(Records excerpted from a collection)
-- -- --

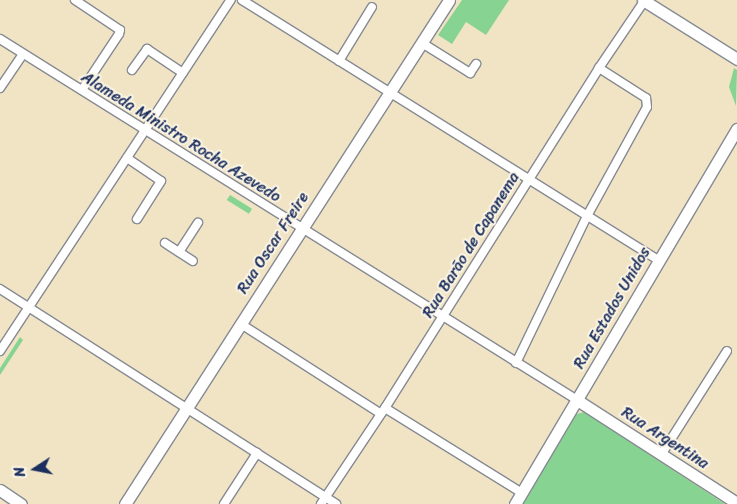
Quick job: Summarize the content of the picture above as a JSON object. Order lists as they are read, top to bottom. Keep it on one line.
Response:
{"streets":{"street":["Alameda Ministro Rocha Azevedo","Rua Oscar Freire","Rua Barão de Capanema","Rua Estados Unidos","Rua Argentina"]},"crossings":[["Alameda Ministro Rocha Azevedo","Rua Oscar Freire"],["Alameda Ministro Rocha Azevedo","Rua Barão de Capanema"],["Alameda Ministro Rocha Azevedo","Rua Estados Unidos"],["Alameda Ministro Rocha Azevedo","Rua Argentina"],["Rua Estados Unidos","Rua Argentina"]],"north":"left"}
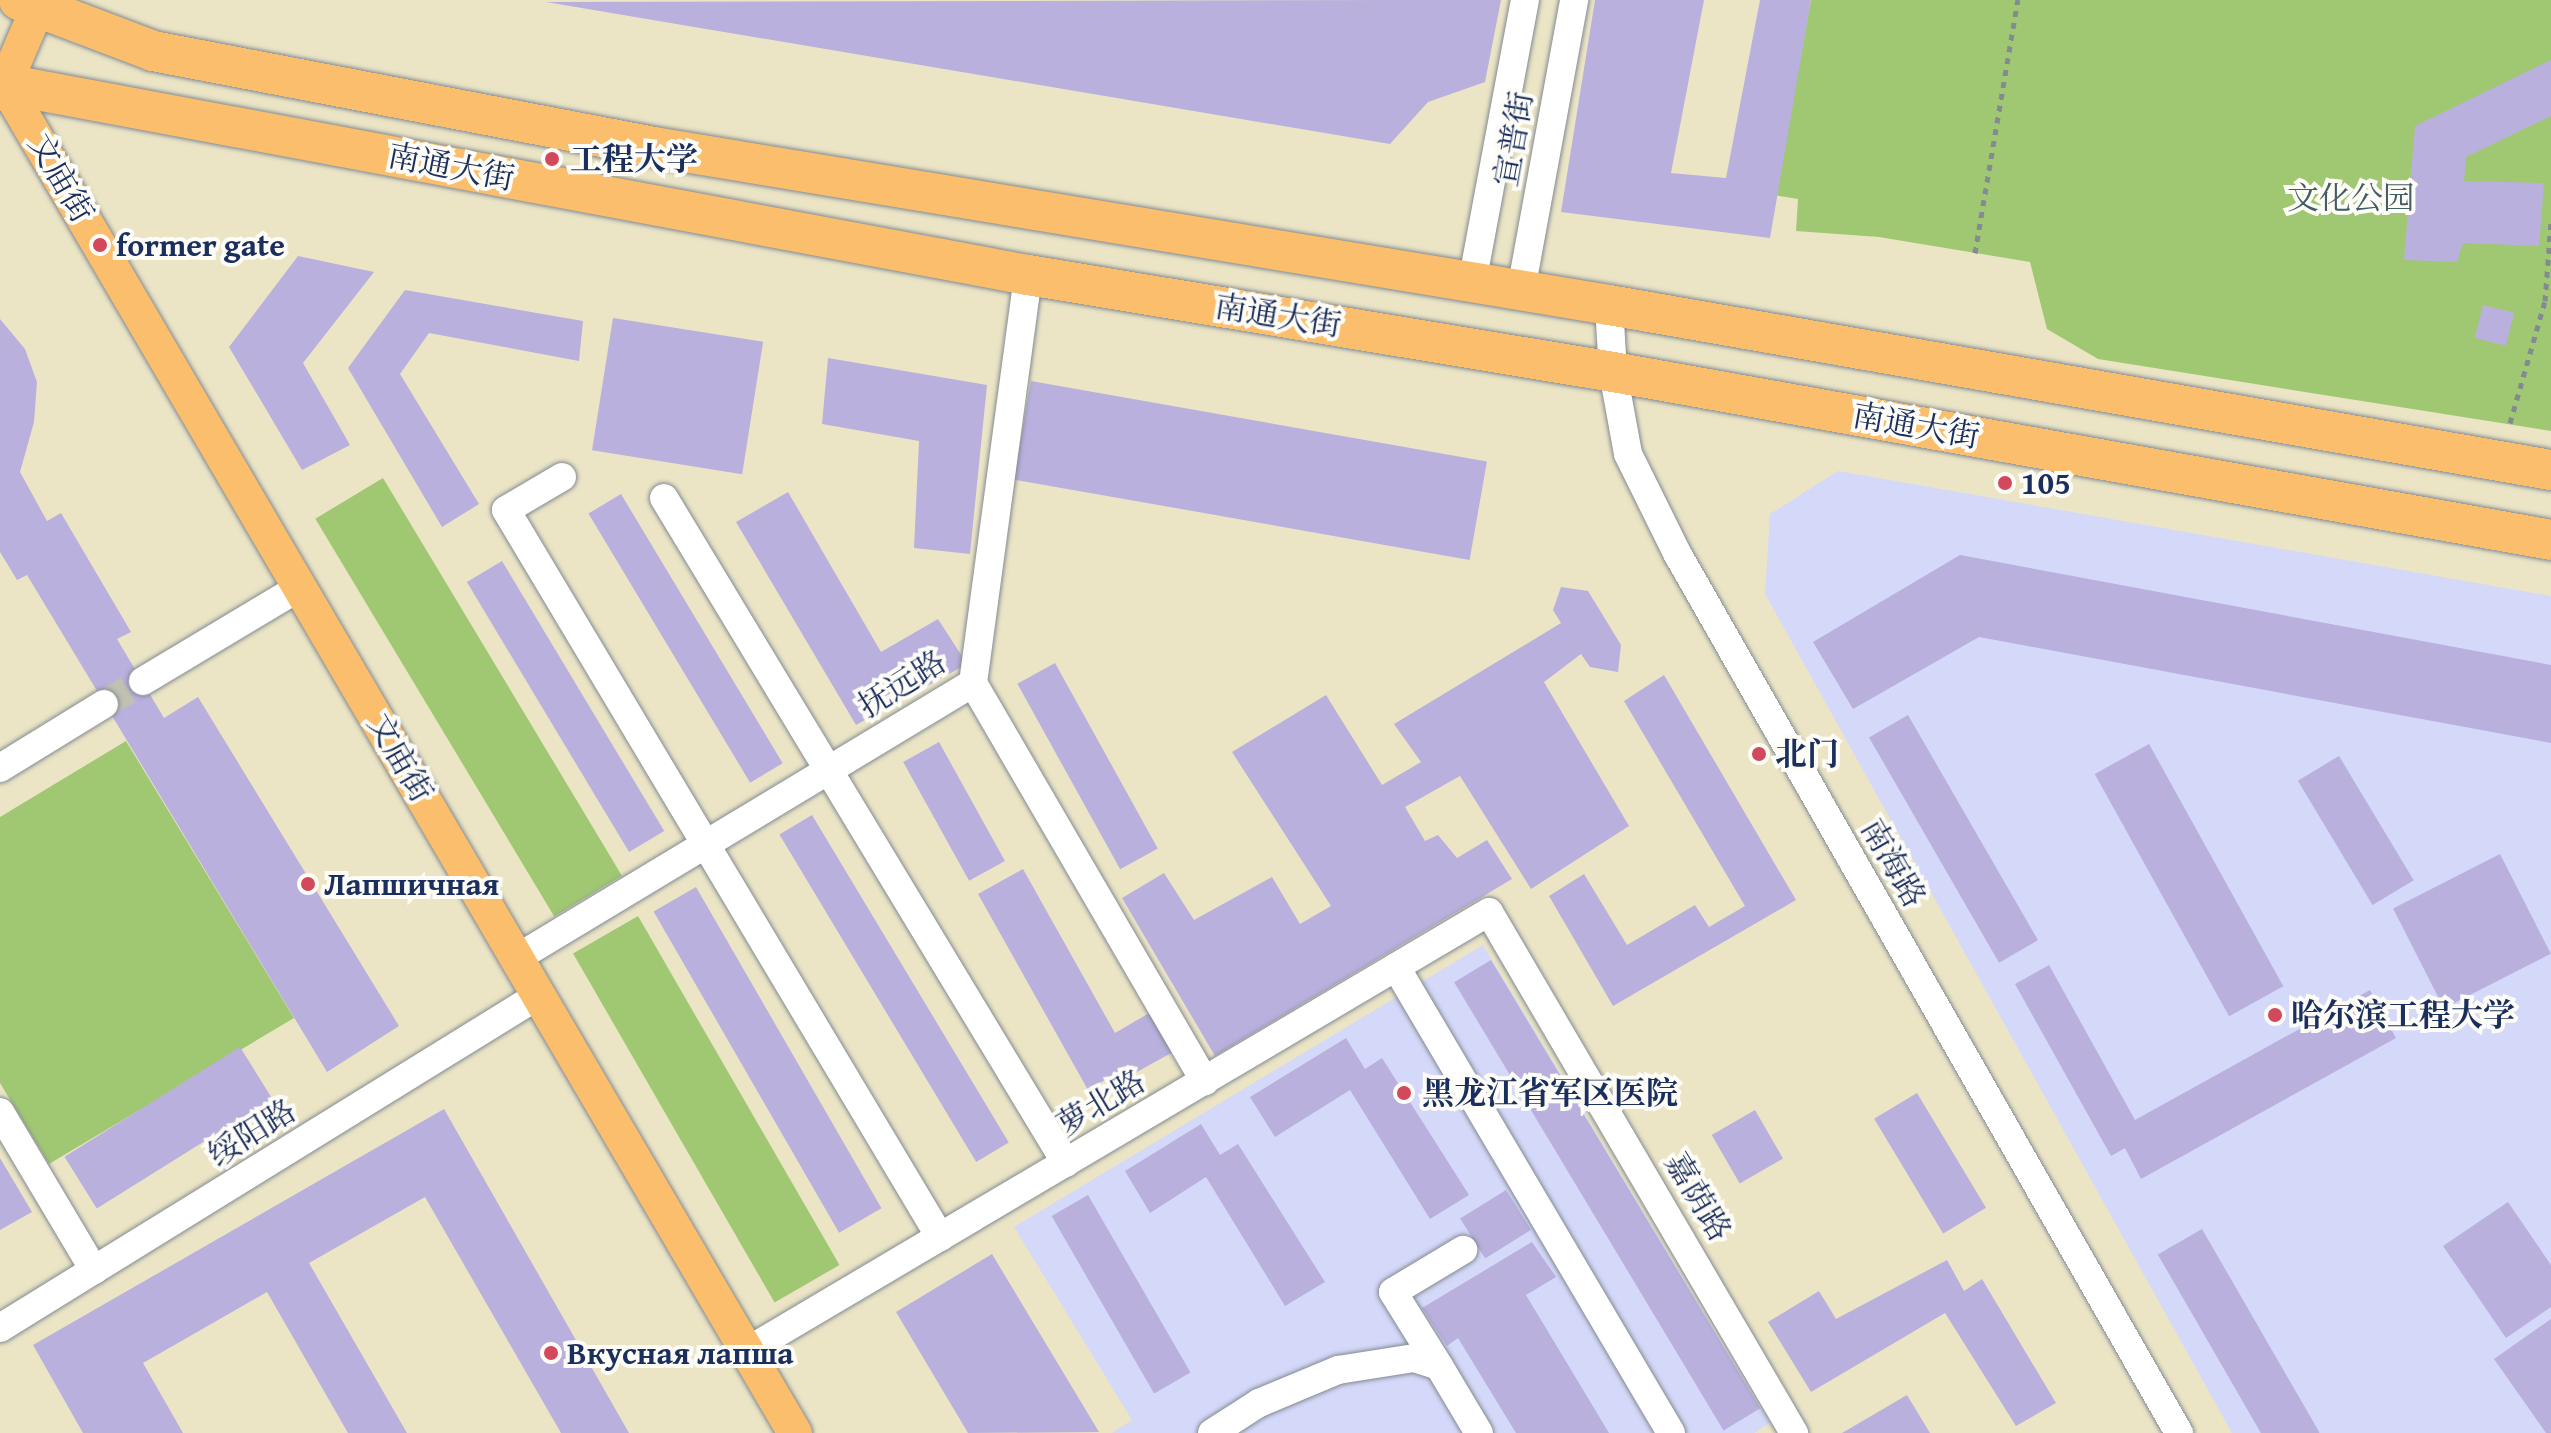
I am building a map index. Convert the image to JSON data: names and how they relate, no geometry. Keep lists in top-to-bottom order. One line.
{"streets":{"highway":["南通大街"],"main road":["文庙街"],"street":["宣普街","抚远路","南海路","萝北路","绥阳路","嘉荫路"]},"crossings":[["宣普街","南通大街"],["南通大街","文庙街"],["南通大街","抚远路"],["南通大街","南海路"],["文庙街","抚远路"],["文庙街","萝北路"],["文庙街","绥阳路"],["萝北路","嘉荫路"]],"parks":["文化公园"],"places":["工程大学","former gate","105","北门","Лапшичная","哈尔滨工程大学","黑龙江省军区医院","Вкусная лапша"]}
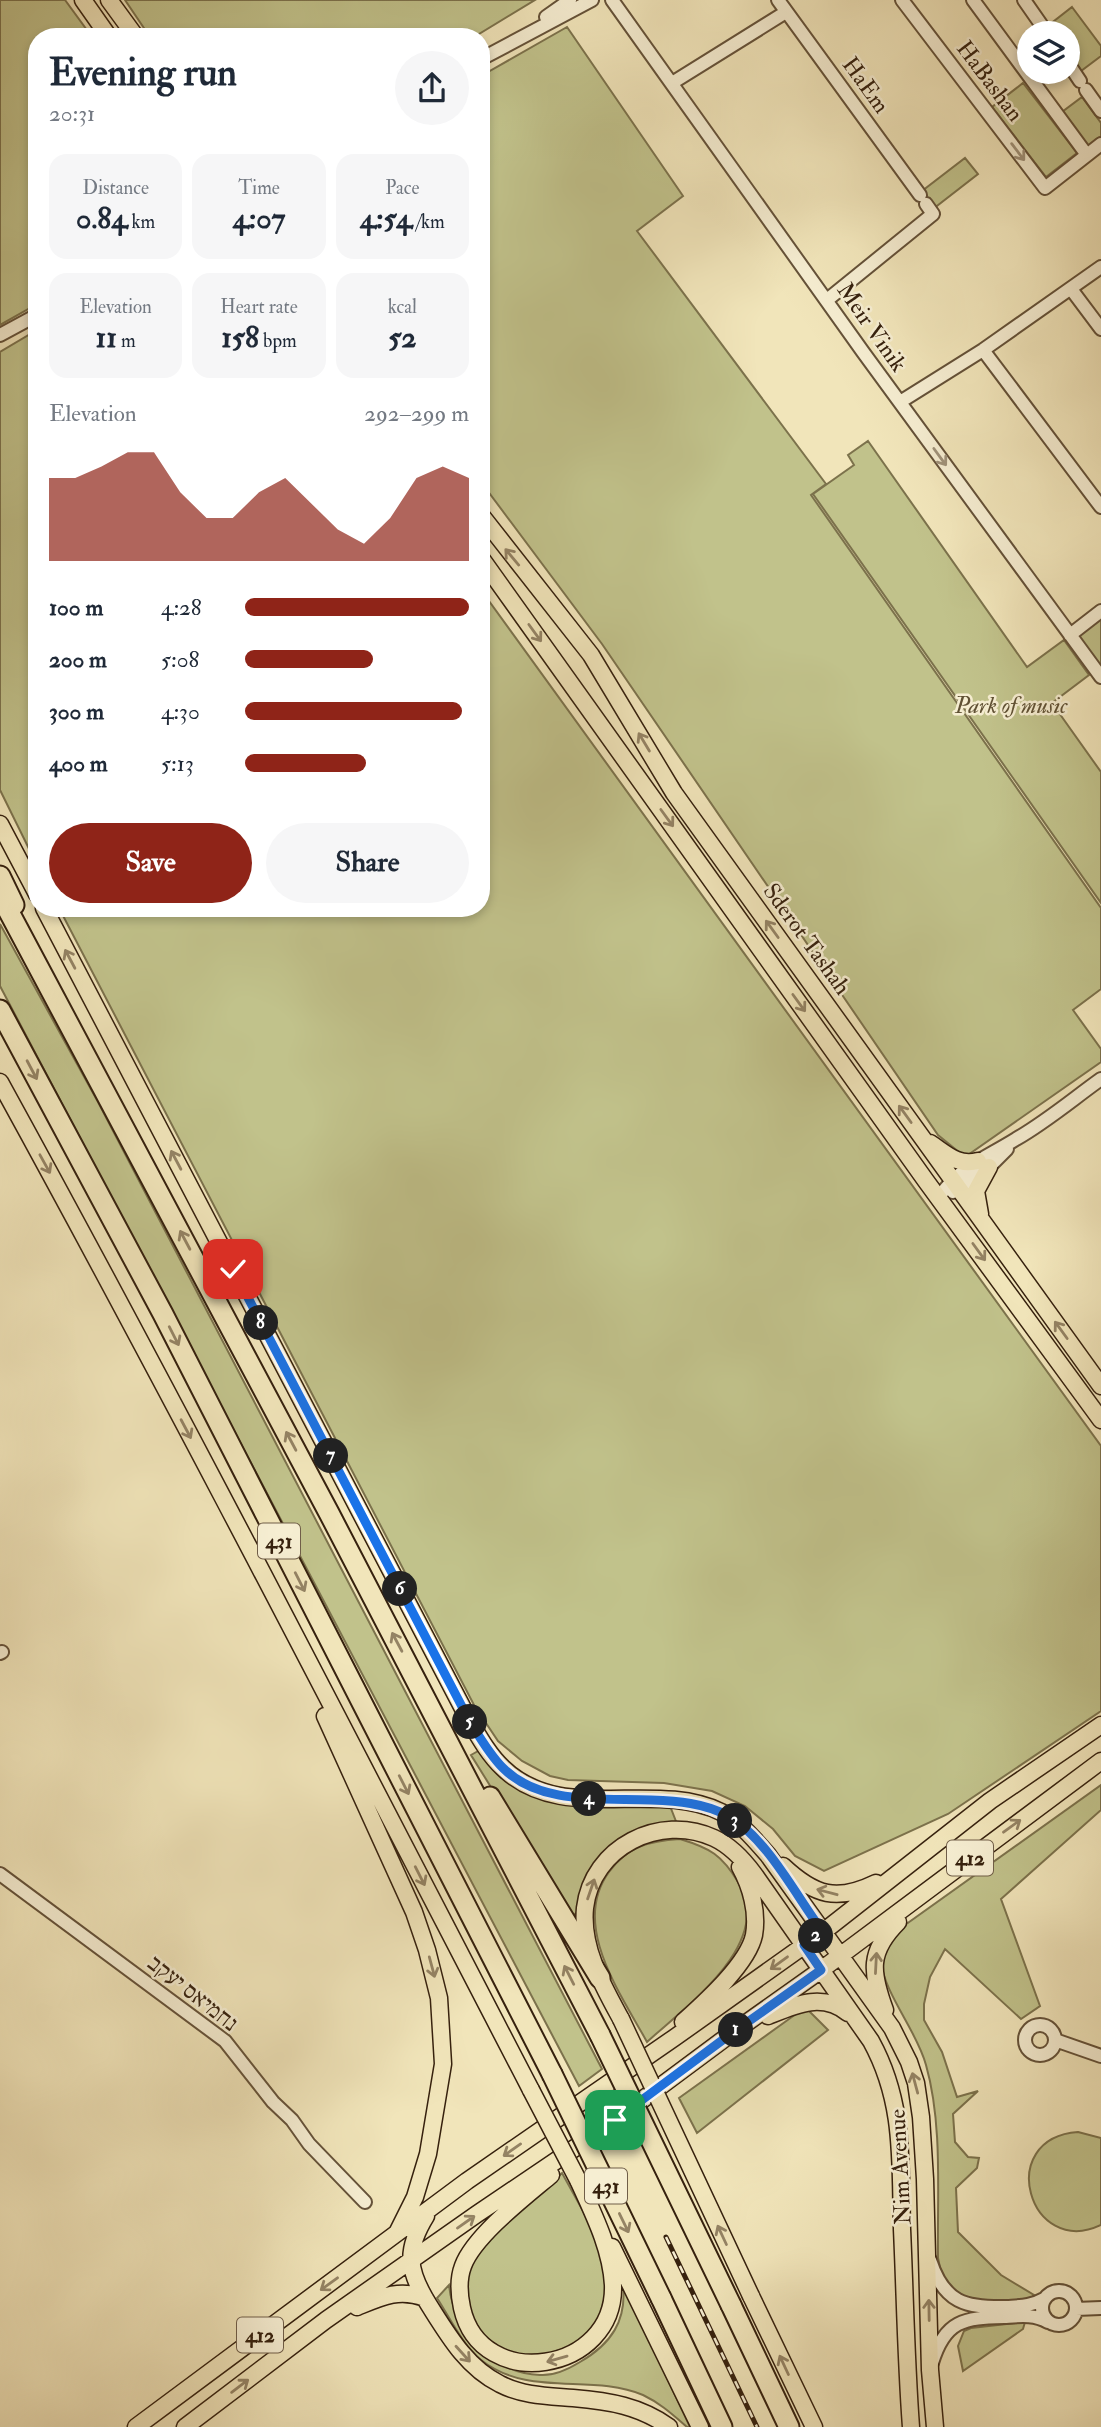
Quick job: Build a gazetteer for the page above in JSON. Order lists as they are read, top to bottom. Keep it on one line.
{"streets":{"highway":["431"],"main road":["Sderot Tashah","412","Nim Avenue"],"street":["HaBashan","HaEm","Meir Vinik","נחמיאס יעקב"]},"crossings":[["HaEm","Meir Vinik"],["412","Nim Avenue"]],"parks":["Park of music"],"page":{"heading":["Evening run","20:31"],"stats":[["Distance","0.84 km"],["Time","4:07"],["Pace","4:54 /km"],["Elevation","11 m"],["Heart rate","158 bpm"],["kcal","52"]],"chart":["Elevation","292–299 m"],"list":[{"name":"100 m","note":"4:28"},{"name":"200 m","note":"5:08"},{"name":"300 m","note":"4:30"},{"name":"400 m","note":"5:13"}],"buttons":["Save","Share"],"pins":["8","7","6","5","4","3","2","1"]}}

-- -- --

WHAT TO PRODUCE: Set down the entries shown above once more, exactly as they read, but without pictures.

RESULT:
Quick job: Summarize the content of the picture above as a JSON object. Order lists as they are read, top to bottom. Keep it on one line.
Response:
{"streets":{"street":["Alameda Ministro Rocha Azevedo","Rua Oscar Freire","Rua Barão de Capanema","Rua Estados Unidos","Rua Argentina"]},"crossings":[["Alameda Ministro Rocha Azevedo","Rua Oscar Freire"],["Alameda Ministro Rocha Azevedo","Rua Barão de Capanema"],["Alameda Ministro Rocha Azevedo","Rua Estados Unidos"],["Alameda Ministro Rocha Azevedo","Rua Argentina"],["Rua Estados Unidos","Rua Argentina"]],"north":"left"}
I am building a map index. Convert the image to JSON data: names and how they relate, no geometry. Keep lists in top-to-bottom order. One line.
{"streets":{"highway":["南通大街"],"main road":["文庙街"],"street":["宣普街","抚远路","南海路","萝北路","绥阳路","嘉荫路"]},"crossings":[["宣普街","南通大街"],["南通大街","文庙街"],["南通大街","抚远路"],["南通大街","南海路"],["文庙街","抚远路"],["文庙街","萝北路"],["文庙街","绥阳路"],["萝北路","嘉荫路"]],"parks":["文化公园"],"places":["工程大学","former gate","105","北门","Лапшичная","哈尔滨工程大学","黑龙江省军区医院","Вкусная лапша"]}
Quick job: Build a gazetteer for the page above in JSON. Order lists as they are read, top to bottom. Keep it on one line.
{"streets":{"highway":["431"],"main road":["Sderot Tashah","412","Nim Avenue"],"street":["HaBashan","HaEm","Meir Vinik","נחמיאס יעקב"]},"crossings":[["HaEm","Meir Vinik"],["412","Nim Avenue"]],"parks":["Park of music"],"page":{"heading":["Evening run","20:31"],"stats":[["Distance","0.84 km"],["Time","4:07"],["Pace","4:54 /km"],["Elevation","11 m"],["Heart rate","158 bpm"],["kcal","52"]],"chart":["Elevation","292–299 m"],"list":[{"name":"100 m","note":"4:28"},{"name":"200 m","note":"5:08"},{"name":"300 m","note":"4:30"},{"name":"400 m","note":"5:13"}],"buttons":["Save","Share"],"pins":["8","7","6","5","4","3","2","1"]}}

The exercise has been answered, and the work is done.